Initial efforts at ASU will focus on using CombiMatrix technology to discover potential catalytic action to aid in the creation of hydrogen fuels, but the implications in the drug discovery arena are far-reaching. "This agreement with CombiMatrix is an important catalyst for proteomic-base innovations," says George Poste, director of the Biodesign Institute in a press release. "Our goal is the development of personalized medicines to fight disease and better sensors for environmental monitoring and biodefense."
 
Neal Woodbury, director of the BioOptical Nanotechnology Center says that using the CombiMatrix technology advances its research years ahead of what they could have accomplished themselves. "It is possible to test tens of thousands of peptides of known structure and test them directly for functionalities that go well beyond simple ligand binding interactions that are the traditional realm of molecular evolution techniques."
 
Kumar sees big potential for peptide arrays in the market, which would include high-throughput screening of the peptides themselves as potential therapeutics and potential evaluation of the human immune system using epitopes.
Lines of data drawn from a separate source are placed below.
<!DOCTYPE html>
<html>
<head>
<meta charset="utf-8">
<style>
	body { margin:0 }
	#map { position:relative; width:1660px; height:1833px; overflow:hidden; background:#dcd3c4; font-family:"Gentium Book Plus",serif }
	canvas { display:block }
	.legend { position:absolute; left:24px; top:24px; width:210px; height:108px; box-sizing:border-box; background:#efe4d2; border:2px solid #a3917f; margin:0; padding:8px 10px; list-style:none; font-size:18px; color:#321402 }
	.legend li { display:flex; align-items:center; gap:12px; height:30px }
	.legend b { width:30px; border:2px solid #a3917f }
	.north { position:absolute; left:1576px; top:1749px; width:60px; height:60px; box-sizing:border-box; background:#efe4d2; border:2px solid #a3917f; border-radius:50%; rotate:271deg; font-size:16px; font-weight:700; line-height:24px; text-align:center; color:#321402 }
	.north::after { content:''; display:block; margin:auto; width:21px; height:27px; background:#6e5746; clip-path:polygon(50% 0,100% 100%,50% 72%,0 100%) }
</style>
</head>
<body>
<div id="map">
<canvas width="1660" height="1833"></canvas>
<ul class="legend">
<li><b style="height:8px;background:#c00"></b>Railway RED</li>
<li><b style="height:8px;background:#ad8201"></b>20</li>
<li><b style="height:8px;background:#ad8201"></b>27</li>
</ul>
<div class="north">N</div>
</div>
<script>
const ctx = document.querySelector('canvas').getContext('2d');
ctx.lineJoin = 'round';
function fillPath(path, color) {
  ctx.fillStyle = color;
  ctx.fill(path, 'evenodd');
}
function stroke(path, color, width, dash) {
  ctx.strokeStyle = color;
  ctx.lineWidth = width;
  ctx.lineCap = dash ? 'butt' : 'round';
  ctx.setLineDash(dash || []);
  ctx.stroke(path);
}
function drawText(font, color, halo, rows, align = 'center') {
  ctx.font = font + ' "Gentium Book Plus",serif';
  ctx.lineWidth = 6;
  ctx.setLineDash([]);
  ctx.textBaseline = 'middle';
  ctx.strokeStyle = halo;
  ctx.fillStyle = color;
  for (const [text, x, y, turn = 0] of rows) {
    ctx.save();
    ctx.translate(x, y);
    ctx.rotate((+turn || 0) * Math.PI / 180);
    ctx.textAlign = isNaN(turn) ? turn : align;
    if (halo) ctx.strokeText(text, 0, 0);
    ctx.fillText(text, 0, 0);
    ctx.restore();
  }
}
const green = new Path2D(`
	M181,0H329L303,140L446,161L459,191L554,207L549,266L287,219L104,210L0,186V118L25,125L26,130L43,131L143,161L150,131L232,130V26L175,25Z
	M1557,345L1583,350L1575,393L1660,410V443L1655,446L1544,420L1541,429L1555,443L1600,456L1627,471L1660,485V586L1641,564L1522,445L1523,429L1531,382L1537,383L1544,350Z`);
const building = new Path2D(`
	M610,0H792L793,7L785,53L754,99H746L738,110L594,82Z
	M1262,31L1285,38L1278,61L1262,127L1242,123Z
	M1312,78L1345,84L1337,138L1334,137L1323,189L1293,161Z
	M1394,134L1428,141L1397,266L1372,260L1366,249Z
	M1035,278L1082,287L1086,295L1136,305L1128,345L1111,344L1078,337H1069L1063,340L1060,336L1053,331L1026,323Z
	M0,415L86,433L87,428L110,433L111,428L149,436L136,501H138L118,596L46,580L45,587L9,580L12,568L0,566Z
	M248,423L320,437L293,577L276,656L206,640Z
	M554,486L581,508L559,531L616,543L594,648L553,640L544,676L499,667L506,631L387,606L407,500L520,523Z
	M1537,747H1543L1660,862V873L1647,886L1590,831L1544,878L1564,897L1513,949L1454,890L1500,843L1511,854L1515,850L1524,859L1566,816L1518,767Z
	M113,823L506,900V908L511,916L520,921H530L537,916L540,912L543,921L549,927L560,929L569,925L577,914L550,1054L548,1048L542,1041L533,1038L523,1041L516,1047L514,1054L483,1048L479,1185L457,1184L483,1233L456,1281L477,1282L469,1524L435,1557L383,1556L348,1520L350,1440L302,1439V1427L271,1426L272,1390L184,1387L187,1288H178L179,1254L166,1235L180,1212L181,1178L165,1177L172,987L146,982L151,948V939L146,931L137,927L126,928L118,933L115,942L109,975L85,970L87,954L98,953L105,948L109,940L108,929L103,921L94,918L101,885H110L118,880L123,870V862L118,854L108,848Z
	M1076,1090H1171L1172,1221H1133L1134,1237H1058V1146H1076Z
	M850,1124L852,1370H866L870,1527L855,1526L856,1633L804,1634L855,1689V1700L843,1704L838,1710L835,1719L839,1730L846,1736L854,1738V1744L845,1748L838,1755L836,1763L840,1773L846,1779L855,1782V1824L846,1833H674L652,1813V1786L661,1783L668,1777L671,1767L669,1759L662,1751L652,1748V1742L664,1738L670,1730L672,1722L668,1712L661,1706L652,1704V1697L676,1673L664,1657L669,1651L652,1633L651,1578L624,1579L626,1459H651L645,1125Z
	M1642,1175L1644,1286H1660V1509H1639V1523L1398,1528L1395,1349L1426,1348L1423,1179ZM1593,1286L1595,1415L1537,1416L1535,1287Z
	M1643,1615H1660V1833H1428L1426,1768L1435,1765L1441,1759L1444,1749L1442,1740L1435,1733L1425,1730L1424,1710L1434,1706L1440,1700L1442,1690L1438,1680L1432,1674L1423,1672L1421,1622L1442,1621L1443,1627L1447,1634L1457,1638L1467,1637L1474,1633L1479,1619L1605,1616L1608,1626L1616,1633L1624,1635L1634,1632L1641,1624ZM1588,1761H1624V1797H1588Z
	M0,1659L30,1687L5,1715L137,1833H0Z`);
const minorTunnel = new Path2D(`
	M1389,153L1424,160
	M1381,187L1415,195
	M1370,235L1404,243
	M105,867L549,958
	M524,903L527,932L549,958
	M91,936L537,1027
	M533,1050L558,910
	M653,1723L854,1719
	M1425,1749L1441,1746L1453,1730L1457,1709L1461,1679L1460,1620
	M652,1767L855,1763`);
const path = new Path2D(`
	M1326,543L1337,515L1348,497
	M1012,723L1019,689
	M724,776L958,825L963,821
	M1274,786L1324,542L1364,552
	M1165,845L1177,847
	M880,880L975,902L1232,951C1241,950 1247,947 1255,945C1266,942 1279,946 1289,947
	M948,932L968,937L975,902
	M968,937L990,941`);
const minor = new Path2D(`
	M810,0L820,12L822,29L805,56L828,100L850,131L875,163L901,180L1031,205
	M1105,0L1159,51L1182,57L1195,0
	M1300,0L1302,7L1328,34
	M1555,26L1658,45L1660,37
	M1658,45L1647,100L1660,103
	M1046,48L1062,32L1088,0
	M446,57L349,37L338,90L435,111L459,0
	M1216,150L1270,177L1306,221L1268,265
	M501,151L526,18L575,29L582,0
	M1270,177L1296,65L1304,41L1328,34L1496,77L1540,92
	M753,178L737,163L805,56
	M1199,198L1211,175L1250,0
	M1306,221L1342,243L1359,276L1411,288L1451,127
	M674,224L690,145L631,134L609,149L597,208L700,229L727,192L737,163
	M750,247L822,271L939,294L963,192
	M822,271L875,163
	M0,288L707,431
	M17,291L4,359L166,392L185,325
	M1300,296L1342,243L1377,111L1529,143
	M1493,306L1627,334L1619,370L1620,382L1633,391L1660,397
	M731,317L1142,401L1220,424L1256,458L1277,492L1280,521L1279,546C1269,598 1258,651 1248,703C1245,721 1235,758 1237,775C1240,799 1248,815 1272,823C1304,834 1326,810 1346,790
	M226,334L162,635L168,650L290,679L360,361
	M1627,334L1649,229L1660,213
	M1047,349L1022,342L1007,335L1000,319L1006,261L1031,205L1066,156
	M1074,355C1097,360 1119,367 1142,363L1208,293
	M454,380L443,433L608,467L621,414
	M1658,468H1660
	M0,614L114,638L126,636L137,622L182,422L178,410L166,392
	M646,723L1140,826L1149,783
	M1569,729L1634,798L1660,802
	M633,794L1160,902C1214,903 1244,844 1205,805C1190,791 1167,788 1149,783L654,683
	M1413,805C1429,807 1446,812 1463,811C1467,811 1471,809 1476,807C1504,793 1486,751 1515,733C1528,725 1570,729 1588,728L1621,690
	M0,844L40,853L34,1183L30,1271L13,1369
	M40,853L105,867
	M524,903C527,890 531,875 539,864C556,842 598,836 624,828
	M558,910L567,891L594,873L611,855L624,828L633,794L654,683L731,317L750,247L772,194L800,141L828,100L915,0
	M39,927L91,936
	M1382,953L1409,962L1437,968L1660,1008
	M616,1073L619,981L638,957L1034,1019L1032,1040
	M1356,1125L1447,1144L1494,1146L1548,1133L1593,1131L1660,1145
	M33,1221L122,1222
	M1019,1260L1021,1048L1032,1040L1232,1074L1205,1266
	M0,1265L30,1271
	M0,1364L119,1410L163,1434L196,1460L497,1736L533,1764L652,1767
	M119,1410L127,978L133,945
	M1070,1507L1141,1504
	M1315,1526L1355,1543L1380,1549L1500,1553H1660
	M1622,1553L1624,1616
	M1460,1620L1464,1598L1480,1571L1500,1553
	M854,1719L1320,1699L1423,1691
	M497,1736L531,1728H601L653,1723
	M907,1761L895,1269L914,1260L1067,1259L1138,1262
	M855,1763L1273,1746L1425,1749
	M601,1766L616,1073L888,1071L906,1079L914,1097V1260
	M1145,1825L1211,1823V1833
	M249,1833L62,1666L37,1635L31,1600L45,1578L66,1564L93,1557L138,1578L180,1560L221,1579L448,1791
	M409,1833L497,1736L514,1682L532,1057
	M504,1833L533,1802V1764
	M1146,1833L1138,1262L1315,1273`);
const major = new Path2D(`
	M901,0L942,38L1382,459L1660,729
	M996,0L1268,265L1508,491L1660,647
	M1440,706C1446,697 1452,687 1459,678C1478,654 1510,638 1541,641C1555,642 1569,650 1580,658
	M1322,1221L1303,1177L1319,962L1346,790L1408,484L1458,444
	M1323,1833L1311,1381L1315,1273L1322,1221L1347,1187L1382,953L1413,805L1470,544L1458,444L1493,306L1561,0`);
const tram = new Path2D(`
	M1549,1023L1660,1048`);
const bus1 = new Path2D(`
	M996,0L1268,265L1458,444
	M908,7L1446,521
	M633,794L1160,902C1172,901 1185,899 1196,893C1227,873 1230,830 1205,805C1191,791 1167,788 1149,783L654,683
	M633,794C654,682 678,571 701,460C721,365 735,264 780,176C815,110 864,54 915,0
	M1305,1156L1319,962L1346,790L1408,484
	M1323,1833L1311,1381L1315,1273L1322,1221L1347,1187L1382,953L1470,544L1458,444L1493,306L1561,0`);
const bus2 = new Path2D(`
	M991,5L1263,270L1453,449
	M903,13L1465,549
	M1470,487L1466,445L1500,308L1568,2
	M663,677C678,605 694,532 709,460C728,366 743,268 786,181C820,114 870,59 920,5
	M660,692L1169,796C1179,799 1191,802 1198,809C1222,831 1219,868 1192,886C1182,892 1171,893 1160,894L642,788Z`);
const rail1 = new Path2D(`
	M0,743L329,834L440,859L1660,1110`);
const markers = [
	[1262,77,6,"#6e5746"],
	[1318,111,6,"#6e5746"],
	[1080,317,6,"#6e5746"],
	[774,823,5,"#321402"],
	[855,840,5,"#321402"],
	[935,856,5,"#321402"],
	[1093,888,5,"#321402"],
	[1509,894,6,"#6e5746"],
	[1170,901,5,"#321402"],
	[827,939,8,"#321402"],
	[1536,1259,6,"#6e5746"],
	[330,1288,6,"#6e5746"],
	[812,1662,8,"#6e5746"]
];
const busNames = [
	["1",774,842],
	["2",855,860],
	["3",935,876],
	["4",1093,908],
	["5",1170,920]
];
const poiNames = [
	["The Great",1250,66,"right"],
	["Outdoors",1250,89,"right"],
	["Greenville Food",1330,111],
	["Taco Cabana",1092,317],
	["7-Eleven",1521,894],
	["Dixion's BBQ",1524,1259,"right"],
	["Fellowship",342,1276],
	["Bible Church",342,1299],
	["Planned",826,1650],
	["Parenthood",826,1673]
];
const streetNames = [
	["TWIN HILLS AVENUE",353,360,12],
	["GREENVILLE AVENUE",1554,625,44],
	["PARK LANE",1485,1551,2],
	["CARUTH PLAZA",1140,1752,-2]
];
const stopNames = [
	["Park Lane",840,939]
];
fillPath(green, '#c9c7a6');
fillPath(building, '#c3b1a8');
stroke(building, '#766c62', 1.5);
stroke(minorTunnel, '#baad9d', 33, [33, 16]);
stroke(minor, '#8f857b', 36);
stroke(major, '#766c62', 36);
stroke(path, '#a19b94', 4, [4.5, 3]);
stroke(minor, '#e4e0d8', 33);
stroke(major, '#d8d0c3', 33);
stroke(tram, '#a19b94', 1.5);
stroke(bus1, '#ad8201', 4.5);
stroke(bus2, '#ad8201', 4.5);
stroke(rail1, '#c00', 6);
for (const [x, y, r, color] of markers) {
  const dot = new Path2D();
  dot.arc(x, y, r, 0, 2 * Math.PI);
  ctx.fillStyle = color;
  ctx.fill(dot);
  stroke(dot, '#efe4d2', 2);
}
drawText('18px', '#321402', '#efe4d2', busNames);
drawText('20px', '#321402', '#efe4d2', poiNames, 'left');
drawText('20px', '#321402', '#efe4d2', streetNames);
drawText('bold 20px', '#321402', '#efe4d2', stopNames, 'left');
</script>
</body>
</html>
The potential Holy Grail of developing the peptide arrays could be as an evaluation tool for the entire human proteome.
 
"There is no human proteome chip. But if you identify the epitopes on all of the proteins, then in principal you could build a whole proteome chip," says Kumar. "By synthesizing peptides of ten or twelve amino acids, which typically are the size of an epitope, now you have an efficient manner of building protein arrays, though that is not going to happen tomorrow."
 
In addition, working with peptides is much easier for working with a micro array for a number of reasons including the smaller sizes of peptides and their relative stability compared with whole proteins.